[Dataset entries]

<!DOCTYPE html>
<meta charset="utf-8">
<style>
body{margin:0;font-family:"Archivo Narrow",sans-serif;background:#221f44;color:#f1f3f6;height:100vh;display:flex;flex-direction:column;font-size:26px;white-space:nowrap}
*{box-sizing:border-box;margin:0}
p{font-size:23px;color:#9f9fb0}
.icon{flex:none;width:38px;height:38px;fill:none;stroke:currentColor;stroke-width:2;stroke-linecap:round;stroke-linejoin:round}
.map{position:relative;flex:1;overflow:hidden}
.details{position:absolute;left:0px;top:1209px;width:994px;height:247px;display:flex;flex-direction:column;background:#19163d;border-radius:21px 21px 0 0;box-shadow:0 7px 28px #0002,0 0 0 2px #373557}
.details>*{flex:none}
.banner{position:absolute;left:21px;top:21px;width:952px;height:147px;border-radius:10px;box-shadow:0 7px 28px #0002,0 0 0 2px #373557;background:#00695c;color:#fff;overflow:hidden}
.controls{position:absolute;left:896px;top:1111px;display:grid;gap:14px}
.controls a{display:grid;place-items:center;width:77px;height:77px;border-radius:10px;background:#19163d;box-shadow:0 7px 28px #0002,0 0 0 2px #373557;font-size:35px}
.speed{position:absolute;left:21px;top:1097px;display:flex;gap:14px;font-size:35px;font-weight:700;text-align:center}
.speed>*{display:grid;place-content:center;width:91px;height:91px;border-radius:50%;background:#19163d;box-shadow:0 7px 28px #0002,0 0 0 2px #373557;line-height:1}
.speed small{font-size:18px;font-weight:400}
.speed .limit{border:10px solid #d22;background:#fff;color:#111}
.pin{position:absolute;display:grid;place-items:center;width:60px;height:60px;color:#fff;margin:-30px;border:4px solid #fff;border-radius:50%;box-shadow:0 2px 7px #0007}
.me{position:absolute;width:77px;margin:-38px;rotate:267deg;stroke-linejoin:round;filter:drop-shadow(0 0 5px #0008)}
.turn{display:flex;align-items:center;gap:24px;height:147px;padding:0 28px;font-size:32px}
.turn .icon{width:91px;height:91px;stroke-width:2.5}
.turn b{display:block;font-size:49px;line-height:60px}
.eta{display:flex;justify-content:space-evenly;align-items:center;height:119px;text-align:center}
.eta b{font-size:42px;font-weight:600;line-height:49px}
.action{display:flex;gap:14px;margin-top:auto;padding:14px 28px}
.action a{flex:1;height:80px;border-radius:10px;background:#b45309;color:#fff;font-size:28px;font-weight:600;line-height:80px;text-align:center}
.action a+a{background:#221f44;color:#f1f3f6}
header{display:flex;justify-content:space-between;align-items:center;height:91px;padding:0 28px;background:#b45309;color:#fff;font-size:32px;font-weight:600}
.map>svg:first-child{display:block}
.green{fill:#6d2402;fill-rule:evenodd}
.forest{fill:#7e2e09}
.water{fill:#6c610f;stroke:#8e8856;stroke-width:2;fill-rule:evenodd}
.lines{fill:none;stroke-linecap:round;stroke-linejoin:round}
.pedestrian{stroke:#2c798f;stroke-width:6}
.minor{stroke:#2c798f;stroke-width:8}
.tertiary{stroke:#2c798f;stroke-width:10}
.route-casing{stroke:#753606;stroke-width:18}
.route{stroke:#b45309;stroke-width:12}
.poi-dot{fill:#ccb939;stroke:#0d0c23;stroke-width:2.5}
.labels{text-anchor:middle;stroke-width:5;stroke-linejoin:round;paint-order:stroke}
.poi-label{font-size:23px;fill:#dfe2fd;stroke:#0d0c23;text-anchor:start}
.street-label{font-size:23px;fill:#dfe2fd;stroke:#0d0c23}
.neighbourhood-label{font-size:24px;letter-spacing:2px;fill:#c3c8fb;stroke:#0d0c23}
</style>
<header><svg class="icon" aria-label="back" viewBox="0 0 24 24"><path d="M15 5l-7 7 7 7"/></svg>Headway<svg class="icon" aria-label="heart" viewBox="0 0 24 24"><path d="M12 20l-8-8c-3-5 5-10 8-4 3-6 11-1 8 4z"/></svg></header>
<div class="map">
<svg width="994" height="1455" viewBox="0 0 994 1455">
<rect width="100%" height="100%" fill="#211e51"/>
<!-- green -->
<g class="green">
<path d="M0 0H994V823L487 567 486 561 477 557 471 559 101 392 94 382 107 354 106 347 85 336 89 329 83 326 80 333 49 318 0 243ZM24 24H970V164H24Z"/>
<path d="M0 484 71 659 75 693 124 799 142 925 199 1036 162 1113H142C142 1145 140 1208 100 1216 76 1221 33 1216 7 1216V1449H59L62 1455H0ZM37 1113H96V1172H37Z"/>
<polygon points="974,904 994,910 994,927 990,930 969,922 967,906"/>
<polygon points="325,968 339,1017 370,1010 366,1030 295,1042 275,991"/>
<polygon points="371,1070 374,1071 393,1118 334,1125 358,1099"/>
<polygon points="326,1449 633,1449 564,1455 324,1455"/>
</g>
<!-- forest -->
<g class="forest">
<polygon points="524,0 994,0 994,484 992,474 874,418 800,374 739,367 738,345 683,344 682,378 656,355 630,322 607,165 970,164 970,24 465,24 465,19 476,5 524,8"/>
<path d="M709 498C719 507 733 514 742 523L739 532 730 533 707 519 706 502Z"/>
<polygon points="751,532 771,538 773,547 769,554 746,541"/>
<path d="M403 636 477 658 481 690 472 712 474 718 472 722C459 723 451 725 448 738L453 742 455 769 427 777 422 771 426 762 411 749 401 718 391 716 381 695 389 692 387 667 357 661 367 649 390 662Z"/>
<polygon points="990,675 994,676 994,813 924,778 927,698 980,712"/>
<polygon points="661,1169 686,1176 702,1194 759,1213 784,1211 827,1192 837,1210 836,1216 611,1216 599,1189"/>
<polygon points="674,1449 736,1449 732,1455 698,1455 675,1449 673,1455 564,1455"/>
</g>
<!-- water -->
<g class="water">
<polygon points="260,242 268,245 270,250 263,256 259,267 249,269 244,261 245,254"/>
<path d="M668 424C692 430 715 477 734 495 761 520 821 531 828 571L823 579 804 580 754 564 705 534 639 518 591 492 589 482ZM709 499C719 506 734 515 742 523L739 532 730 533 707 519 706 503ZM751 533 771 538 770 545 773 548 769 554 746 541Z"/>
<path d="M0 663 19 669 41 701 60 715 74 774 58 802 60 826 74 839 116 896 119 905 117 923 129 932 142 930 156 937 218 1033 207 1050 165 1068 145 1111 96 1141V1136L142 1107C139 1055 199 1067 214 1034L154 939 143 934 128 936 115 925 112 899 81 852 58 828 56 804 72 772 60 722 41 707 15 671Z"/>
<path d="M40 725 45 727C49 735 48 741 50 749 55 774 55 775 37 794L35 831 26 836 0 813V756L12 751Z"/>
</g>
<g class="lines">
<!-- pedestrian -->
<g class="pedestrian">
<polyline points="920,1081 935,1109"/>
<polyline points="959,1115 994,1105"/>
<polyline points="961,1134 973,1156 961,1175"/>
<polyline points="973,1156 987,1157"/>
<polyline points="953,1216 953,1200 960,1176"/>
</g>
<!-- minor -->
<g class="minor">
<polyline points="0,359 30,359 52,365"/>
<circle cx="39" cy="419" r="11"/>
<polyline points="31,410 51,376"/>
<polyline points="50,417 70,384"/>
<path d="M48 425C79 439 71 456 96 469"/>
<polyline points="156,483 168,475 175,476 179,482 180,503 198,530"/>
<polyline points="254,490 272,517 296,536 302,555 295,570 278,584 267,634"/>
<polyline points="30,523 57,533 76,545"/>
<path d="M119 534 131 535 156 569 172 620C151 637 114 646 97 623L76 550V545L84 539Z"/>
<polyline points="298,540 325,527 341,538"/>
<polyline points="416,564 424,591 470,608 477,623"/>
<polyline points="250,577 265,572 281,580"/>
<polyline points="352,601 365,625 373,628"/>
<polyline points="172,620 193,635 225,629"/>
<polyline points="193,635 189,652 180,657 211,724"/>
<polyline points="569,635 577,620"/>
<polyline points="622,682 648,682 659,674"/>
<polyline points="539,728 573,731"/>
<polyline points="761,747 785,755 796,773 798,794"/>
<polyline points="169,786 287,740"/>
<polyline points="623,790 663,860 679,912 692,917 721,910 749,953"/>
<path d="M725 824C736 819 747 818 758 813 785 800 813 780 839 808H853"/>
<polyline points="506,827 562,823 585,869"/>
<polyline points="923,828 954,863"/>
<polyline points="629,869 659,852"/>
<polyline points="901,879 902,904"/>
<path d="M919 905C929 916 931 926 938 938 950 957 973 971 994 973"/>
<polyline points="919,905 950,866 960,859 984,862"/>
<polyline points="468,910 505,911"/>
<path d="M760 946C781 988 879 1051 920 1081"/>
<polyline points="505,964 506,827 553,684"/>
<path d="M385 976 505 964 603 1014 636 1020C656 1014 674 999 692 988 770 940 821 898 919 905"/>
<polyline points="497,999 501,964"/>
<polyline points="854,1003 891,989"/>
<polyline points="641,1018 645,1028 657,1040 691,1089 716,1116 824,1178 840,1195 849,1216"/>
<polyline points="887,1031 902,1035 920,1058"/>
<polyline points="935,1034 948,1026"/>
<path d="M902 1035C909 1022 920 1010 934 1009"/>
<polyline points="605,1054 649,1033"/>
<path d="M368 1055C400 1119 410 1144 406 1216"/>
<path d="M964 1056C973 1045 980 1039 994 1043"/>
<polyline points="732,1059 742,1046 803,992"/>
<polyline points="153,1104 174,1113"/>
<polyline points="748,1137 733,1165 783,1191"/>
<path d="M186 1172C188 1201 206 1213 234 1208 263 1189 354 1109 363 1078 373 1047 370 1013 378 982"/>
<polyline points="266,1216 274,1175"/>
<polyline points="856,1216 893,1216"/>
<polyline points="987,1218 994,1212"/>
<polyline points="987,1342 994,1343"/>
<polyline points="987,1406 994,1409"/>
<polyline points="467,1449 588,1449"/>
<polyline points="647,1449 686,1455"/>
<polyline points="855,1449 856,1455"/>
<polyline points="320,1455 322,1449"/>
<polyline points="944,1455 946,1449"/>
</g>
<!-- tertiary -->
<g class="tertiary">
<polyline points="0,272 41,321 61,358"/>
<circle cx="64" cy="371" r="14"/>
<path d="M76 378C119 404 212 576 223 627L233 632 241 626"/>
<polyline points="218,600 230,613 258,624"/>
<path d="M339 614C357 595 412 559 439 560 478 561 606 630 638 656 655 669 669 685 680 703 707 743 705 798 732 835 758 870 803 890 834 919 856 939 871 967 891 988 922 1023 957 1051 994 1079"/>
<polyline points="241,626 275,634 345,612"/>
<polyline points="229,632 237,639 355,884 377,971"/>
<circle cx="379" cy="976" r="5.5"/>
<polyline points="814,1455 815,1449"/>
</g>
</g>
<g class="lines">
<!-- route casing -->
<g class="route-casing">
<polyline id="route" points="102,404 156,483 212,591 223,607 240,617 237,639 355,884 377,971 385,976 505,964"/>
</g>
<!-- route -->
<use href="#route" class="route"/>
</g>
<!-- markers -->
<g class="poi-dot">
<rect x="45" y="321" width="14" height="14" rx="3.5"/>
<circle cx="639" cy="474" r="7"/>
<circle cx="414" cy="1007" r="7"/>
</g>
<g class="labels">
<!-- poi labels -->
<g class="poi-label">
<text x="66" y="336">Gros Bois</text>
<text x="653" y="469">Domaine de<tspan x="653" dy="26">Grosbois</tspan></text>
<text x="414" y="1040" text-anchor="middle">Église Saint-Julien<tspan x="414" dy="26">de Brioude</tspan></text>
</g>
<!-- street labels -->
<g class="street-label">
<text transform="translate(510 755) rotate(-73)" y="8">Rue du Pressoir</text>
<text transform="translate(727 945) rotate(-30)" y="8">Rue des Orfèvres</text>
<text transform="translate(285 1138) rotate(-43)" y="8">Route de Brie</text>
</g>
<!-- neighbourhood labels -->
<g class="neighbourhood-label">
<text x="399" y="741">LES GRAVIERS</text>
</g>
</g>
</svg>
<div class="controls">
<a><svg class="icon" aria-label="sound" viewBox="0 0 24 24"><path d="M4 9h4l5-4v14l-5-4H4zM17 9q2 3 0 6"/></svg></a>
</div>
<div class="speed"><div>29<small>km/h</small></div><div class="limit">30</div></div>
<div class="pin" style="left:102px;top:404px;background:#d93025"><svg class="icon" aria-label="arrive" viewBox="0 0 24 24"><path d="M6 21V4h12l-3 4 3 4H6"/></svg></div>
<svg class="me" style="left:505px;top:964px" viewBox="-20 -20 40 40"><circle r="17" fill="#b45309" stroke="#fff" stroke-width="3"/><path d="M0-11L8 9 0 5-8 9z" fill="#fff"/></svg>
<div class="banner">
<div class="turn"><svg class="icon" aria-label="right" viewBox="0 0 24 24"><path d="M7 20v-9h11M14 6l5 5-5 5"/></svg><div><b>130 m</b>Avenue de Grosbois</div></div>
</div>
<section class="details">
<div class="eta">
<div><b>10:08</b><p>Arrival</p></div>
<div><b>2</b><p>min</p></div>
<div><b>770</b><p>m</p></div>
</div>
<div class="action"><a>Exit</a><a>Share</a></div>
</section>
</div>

**What you will do**
A line belongs in the answer if it contains the word "overflow"; copy every such line from the data above.

**Result of this task**
.map{position:relative;flex:1;overflow:hidden}
.banner{position:absolute;left:21px;top:21px;width:952px;height:147px;border-radius:10px;box-shadow:0 7px 28px #0002,0 0 0 2px #373557;background:#00695c;color:#fff;overflow:hidden}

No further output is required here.